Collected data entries
◇ ◇ ◇

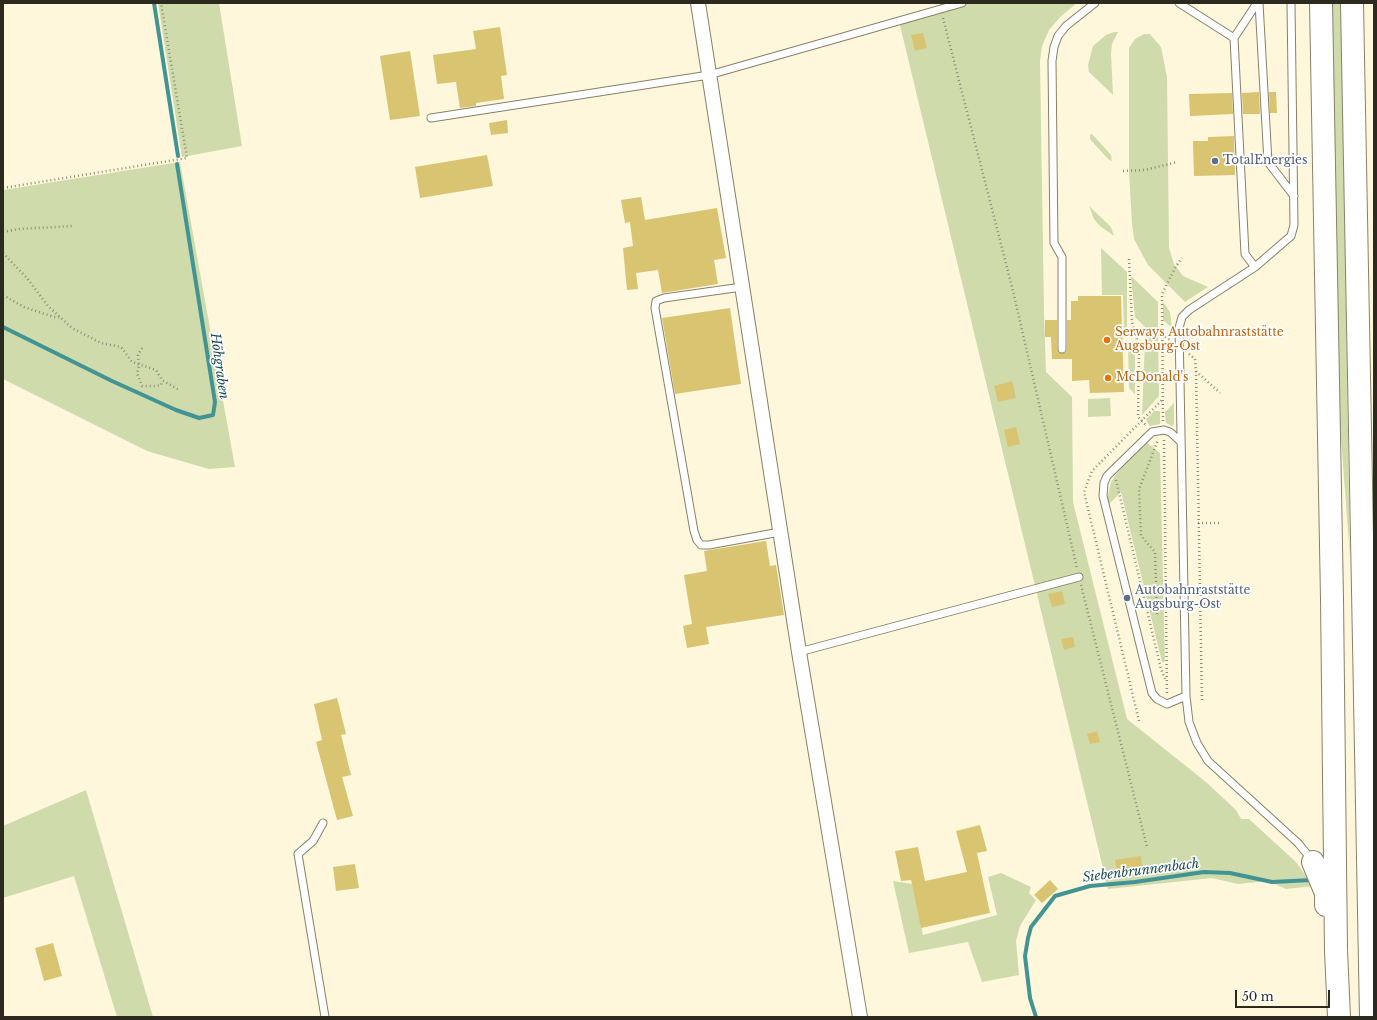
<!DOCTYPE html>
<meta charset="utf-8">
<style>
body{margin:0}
#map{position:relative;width:1377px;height:1020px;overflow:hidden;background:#fef7dc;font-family:"Libre Baskerville",serif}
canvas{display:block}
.frame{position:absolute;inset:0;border:4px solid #2c2a1f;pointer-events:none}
.scale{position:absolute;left:1235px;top:990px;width:95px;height:18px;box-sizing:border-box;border:2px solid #2c2a1f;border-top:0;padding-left:5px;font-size:12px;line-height:14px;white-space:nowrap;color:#2c2a1f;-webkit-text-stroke:3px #fff;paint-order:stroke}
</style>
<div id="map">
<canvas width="1377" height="1020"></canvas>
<div class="frame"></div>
<div class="scale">50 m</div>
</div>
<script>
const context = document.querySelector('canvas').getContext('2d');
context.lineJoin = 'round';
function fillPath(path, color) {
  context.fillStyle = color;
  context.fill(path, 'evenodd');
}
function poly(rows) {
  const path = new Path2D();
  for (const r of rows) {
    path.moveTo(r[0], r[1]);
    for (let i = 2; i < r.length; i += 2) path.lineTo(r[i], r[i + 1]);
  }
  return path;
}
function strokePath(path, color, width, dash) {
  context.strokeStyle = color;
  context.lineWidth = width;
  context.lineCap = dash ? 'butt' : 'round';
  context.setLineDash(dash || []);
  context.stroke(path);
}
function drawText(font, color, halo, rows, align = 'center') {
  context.font = font + ' "Libre Baskerville",serif';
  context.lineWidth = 3.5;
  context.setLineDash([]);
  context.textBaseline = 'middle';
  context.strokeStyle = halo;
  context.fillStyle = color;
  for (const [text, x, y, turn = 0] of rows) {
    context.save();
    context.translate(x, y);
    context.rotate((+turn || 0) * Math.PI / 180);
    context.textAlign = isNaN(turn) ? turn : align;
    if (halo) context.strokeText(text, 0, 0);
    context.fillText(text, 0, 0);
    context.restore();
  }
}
fillPath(poly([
 [158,3,219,3,242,146,182,157],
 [939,3,1077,3,1060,17,1049,30,1042,46,1040,61,1044,312,1046,372,1072,397,1073,502,1127,719,1206,782,1236,810,1241,819,1249,819,1296,862,1313,886,1286,889,1268,881,1238,884,1212,878,1108,889,899,21,941,9],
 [1331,3,1341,3,1350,558,1338,397],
 [1114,32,1118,32,1112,44,1111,54,1113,95,1089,72,1088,65,1093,46,1106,35],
 [1144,34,1150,34,1161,47,1167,77,1169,248,1174,264,1183,276,1208,287,1185,302,1148,265,1134,239,1132,224,1129,171,1129,48,1135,39],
 [1092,134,1111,155,1112,161,1108,159,1090,139,1090,135],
 [180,162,235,467,209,469,147,451,3,379,3,190],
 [1089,206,1111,227,1114,236,1100,226,1094,219],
 [1101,248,1127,272,1127,329,1124,329,1123,295,1102,295],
 [1131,276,1158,302,1158,331,1149,331,1135,317],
 [1163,302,1170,312,1172,328,1163,320],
 [1148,337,1158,337,1159,396,1142,415,1145,340],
 [1128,344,1135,351,1135,394,1129,388],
 [1110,398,1111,416,1088,417,1088,399],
 [1174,403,1174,424,1172,426,1166,423,1165,412],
 [1154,411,1160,411,1160,424,1150,426,1146,420],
 [1146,442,1160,453,1165,662,1162,662,1121,492,1108,505,1108,495,1111,482,1117,473],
 [86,790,153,1017,117,1017,74,876,3,898,3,826],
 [1001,873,1031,887,1029,893,1036,900,1020,926,1016,941,1019,975,982,982,968,942,909,953,893,881,912,884,923,935,997,915,988,877]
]), '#cfdbab');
strokePath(poly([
 [154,3,178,156],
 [3,327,112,381,176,410,199,418,213,415,215,402,177,164],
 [1036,1017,1030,998,1025,956,1028,938,1031,927,1055,896,1090,886,1135,882,1204,872,1230,873,1272,882,1312,880]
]), '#429494', 4);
fillPath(poly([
 [500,27,507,75,501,76,504,99,476,103,476,106,460,108,456,82,437,84,433,55,476,49,473,31],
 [923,33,927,48,915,51,911,35],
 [410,51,420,116,390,120,380,56],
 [1259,92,1260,114,1243,114,1242,93],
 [1269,92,1276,92,1277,113,1270,113],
 [1232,93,1233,114,1190,116,1189,94],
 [507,120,508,133,491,135,489,123],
 [1234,136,1235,175,1194,176,1193,141,1208,141,1208,137],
 [487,155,493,186,420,198,415,167],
 [641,197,645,220,717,208,726,258,714,260,718,284,662,293,658,270,636,273,638,289,627,290,623,248,633,246,630,222,625,223,621,200],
 [1078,296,1121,296,1124,392,1090,393,1089,380,1072,381,1072,359,1052,359,1051,337,1045,337,1045,320,1057,320,1057,349,1060,353,1065,353,1067,349,1067,320,1071,320,1071,301,1078,301],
 [730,308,741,384,675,394,662,318],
 [1012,381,1016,398,998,402,994,386],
 [1016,427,1020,444,1008,447,1004,430],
 [766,541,770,566,776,565,784,615,706,627,709,644,687,648,683,626,692,624,684,575,707,571,704,551],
 [1062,591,1065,604,1052,607,1048,594],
 [1073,637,1075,647,1064,650,1061,639],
 [337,698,346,734,341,735,351,775,342,777,353,816,337,820,316,742,322,740,314,704],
 [1097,731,1100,742,1090,744,1087,734],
 [980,825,987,851,977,853,990,913,921,928,911,880,901,881,895,851,918,847,925,881,967,872,956,831],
 [1141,856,1142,867,1117,871,1115,860],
 [355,864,359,888,336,891,333,867],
 [1050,880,1058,889,1042,903,1034,895],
 [53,943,62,976,44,981,35,948]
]), '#d9c472');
const lane = poly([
 [1179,3,1234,38],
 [1259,3,1268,162,1294,196],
 [1291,3,1294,225,1291,236,1255,267,1189,310,1182,317,1179,328,1186,696,1189,722,1197,743,1208,761,1298,843,1312,860],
 [431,118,709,75,962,3],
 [1255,267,1245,254,1234,38,1257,3],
 [742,287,664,298,656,301,655,308,694,531,697,540,701,545,709,545,780,532],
 [1062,349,1062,257,1054,243,1052,61,1054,47,1058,36,1066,26,1095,3],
 [1181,442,1170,432,1164,430,1152,432,1107,476,1104,483,1103,496,1152,693,1157,699,1167,704,1186,696],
 [799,652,1079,577],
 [323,823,313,841,298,854,325,1017]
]);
const street = poly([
 [698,3,799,652,860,1017]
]);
const highway = poly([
 [1321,3,1332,599,1336,951,1339,1017],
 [1352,3,1371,1017],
 [1313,862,1326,893,1326,905]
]);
strokePath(lane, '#888169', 9);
strokePath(street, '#888169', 16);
strokePath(highway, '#888169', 24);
strokePath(poly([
 [943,18,1013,291,1077,568],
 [1123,171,1145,170,1177,162],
 [3,188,187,158,161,3],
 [3,232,19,229,72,226],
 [3,253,27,278,48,306,72,328,101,343,121,347,132,362,156,370,162,380,179,390],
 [1129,259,1132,322,1139,347,1138,417,1147,426],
 [3,295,24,307,54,317,60,317],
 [1122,334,1161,334,1170,340],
 [142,348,138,355,139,366,137,373,142,386,156,386,161,385,162,381],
 [1189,354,1195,359,1196,371,1220,393],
 [1196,371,1202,702],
 [1163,421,1162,294,1176,266,1182,258],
 [1164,440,1167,695],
 [1116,480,1161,669,1166,681],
 [1198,523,1221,523],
 [1081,585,1147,847],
 [1200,604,1221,604],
 [1157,614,1155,552,1141,536,1139,489,1158,440],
 [1139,721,1084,492,1092,471,1162,400]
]), '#8f8b78', 2.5, [1, 3]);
strokePath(lane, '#fff', 7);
strokePath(street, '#fff', 14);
strokePath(highway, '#fff', 22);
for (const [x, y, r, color] of [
 [1215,161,4,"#5c6f8a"],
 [1107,340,4,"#e8710a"],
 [1108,378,4,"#e8710a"],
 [1127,598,4,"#5c6f8a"]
]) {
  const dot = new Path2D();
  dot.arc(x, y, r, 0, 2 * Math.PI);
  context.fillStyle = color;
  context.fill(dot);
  strokePath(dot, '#fff', 1.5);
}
drawText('12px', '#4e5e75', '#fff', [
 ["TotalEnergies",1223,161],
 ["Autobahnraststätte",1135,591],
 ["Augsburg-Ost",1135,605]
], 'left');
drawText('12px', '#c56008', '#fff', [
 ["Serways Autobahnraststätte",1115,333],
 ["Augsburg-Ost",1115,347],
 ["McDonald's",1116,378]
], 'left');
drawText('italic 13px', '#1c4f52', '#fff', [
 ["Höhgraben",219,366,82],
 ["Siebenbrunnenbach",1141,871,-7]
]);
</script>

◇ ◇ ◇

» What is being asked: Scan the data above for the word "lineWidth" and report every line where it is found.

» The answer:
  context.lineWidth = width;
  context.lineWidth = 3.5;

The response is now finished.